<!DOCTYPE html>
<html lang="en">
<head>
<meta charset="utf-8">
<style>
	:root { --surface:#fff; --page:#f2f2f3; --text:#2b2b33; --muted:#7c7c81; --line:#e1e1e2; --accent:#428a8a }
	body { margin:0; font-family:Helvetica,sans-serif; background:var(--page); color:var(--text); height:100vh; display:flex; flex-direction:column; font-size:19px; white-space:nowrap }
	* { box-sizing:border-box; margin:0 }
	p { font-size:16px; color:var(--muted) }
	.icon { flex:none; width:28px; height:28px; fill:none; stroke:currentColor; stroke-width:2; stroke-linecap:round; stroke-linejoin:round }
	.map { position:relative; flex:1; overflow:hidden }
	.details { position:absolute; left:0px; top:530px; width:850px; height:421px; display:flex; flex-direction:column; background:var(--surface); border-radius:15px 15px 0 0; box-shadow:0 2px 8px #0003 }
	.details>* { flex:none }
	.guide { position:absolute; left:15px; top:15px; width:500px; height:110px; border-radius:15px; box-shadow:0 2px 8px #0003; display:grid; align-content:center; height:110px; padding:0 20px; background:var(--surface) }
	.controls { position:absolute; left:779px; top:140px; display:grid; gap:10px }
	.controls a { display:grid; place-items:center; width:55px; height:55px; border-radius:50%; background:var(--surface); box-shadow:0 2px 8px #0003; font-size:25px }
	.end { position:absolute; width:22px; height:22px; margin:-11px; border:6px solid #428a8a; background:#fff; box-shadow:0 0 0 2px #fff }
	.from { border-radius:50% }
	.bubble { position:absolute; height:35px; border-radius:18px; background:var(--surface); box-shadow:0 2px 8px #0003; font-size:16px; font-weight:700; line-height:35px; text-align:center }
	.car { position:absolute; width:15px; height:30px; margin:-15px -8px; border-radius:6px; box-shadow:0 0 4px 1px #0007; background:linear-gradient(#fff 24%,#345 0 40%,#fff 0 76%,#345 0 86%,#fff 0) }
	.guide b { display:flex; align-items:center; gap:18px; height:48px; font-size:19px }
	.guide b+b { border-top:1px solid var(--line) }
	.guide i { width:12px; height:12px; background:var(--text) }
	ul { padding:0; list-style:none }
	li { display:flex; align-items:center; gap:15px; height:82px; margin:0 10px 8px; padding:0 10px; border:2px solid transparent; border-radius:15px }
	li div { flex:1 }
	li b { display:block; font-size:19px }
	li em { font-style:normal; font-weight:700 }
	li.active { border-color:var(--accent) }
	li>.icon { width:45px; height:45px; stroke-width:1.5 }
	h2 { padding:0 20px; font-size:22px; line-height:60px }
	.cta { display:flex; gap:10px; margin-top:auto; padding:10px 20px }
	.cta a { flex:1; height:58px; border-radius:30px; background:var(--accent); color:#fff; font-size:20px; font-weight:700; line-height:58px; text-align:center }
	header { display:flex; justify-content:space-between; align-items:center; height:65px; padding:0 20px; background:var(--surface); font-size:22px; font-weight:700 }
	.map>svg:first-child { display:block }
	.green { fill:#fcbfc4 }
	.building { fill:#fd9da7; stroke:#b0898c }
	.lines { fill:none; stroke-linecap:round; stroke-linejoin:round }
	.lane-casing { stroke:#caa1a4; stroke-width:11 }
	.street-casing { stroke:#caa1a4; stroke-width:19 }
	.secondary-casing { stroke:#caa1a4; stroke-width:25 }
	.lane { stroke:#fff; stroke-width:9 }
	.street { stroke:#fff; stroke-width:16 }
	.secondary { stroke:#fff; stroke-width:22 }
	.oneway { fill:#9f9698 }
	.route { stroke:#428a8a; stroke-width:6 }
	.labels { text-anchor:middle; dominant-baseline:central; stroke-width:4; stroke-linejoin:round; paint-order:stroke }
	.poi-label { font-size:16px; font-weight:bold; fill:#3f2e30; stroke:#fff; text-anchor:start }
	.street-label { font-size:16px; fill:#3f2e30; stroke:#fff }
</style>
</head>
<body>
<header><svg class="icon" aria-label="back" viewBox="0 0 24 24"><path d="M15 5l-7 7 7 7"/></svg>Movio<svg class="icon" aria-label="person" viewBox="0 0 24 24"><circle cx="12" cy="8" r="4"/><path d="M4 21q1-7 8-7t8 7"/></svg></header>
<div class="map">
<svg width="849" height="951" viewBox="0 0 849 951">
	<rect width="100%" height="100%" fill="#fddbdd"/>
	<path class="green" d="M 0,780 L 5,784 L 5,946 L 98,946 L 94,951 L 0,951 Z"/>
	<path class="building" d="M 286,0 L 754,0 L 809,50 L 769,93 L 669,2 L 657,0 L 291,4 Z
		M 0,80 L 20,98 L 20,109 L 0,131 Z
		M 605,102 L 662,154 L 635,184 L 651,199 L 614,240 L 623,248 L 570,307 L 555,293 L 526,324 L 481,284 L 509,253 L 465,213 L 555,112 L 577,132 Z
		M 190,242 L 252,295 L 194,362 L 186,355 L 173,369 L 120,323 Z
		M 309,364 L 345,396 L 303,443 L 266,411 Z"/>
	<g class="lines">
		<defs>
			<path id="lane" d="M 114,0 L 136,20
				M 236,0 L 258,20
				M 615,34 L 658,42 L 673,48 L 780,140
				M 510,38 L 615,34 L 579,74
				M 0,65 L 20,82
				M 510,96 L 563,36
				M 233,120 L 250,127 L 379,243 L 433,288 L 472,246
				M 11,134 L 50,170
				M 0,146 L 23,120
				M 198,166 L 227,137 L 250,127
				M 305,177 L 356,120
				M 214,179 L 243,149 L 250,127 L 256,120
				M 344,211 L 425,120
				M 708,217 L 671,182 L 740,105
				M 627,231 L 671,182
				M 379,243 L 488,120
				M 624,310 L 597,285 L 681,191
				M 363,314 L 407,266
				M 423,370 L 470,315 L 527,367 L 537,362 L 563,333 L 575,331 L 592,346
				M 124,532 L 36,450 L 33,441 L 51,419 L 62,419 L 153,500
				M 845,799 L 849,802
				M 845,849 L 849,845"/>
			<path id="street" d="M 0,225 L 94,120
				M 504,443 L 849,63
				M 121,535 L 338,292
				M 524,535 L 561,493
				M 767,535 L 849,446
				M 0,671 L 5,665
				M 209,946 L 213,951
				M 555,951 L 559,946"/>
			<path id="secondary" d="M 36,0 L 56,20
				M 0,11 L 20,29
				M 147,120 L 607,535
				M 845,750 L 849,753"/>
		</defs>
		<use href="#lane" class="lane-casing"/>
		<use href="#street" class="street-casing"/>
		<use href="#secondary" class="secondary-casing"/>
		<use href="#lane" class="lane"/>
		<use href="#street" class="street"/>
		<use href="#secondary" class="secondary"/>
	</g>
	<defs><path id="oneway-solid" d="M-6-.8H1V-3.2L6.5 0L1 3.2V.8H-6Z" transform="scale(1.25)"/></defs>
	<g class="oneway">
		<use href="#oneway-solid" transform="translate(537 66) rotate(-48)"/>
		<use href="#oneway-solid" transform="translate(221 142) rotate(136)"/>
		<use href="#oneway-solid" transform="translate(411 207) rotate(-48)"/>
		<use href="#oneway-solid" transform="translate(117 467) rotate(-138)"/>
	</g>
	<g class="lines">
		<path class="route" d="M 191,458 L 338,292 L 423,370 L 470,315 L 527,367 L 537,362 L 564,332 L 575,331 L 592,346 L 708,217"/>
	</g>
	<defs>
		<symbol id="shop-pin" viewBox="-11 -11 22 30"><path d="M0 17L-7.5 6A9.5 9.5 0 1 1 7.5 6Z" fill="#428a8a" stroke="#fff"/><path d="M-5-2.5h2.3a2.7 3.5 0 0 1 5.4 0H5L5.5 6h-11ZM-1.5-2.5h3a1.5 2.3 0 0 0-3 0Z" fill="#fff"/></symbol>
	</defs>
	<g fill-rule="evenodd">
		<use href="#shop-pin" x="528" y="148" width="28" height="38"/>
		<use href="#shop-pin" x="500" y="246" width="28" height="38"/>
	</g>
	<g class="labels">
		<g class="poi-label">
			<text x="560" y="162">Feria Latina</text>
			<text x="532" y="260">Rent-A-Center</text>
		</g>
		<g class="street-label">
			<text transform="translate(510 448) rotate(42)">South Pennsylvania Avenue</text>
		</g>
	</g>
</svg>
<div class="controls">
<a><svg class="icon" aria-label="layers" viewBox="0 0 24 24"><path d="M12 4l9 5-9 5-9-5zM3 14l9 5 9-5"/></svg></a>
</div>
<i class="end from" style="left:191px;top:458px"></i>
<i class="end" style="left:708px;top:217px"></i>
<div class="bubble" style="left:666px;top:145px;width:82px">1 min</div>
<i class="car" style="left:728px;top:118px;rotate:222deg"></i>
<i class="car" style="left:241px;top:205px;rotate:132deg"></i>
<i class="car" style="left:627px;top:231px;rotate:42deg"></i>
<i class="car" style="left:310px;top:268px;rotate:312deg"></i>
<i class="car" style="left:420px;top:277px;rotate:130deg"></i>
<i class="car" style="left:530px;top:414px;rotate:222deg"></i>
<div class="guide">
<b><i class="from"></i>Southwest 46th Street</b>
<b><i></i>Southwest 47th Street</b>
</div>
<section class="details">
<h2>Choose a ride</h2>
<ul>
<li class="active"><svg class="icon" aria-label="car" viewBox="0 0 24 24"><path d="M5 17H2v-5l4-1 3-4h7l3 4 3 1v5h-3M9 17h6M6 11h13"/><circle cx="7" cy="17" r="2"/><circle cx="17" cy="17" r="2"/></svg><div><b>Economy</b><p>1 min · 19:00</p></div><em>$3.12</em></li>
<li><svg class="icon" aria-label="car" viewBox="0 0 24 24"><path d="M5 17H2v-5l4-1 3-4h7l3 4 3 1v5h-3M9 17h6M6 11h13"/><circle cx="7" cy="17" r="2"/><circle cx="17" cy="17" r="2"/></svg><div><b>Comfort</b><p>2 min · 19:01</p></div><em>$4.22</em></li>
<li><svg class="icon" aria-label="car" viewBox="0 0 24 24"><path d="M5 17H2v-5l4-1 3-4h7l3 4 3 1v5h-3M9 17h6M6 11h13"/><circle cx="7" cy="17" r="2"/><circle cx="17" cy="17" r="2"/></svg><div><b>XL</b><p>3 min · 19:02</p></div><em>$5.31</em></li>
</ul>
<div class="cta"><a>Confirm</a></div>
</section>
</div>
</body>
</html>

------------

§ **ABOUT THIS EXERCISE**: Copy the lines of the entries above that mention "radius".

§ **RESPONSE TO THIS TASK**:
	.details { position:absolute; left:0px; top:530px; width:850px; height:421px; display:flex; flex-direction:column; background:var(--surface); border-radius:15px 15px 0 0; box-shadow:0 2px 8px #0003 }
	.guide { position:absolute; left:15px; top:15px; width:500px; height:110px; border-radius:15px; box-shadow:0 2px 8px #0003; display:grid; align-content:center; height:110px; padding:0 20px; background:var(--surface) }
	.controls a { display:grid; place-items:center; width:55px; height:55px; border-radius:50%; background:var(--surface); box-shadow:0 2px 8px #0003; font-size:25px }
	.from { border-radius:50% }
	.bubble { position:absolute; height:35px; border-radius:18px; background:var(--surface); box-shadow:0 2px 8px #0003; font-size:16px; font-weight:700; line-height:35px; text-align:center }
	.car { position:absolute; width:15px; height:30px; margin:-15px -8px; border-radius:6px; box-shadow:0 0 4px 1px #0007; background:linear-gradient(#fff 24%,#345 0 40%,#fff 0 76%,#345 0 86%,#fff 0) }
	li { display:flex; align-items:center; gap:15px; height:82px; margin:0 10px 8px; padding:0 10px; border:2px solid transparent; border-radius:15px }
	.cta a { flex:1; height:58px; border-radius:30px; background:var(--accent); color:#fff; font-size:20px; font-weight:700; line-height:58px; text-align:center }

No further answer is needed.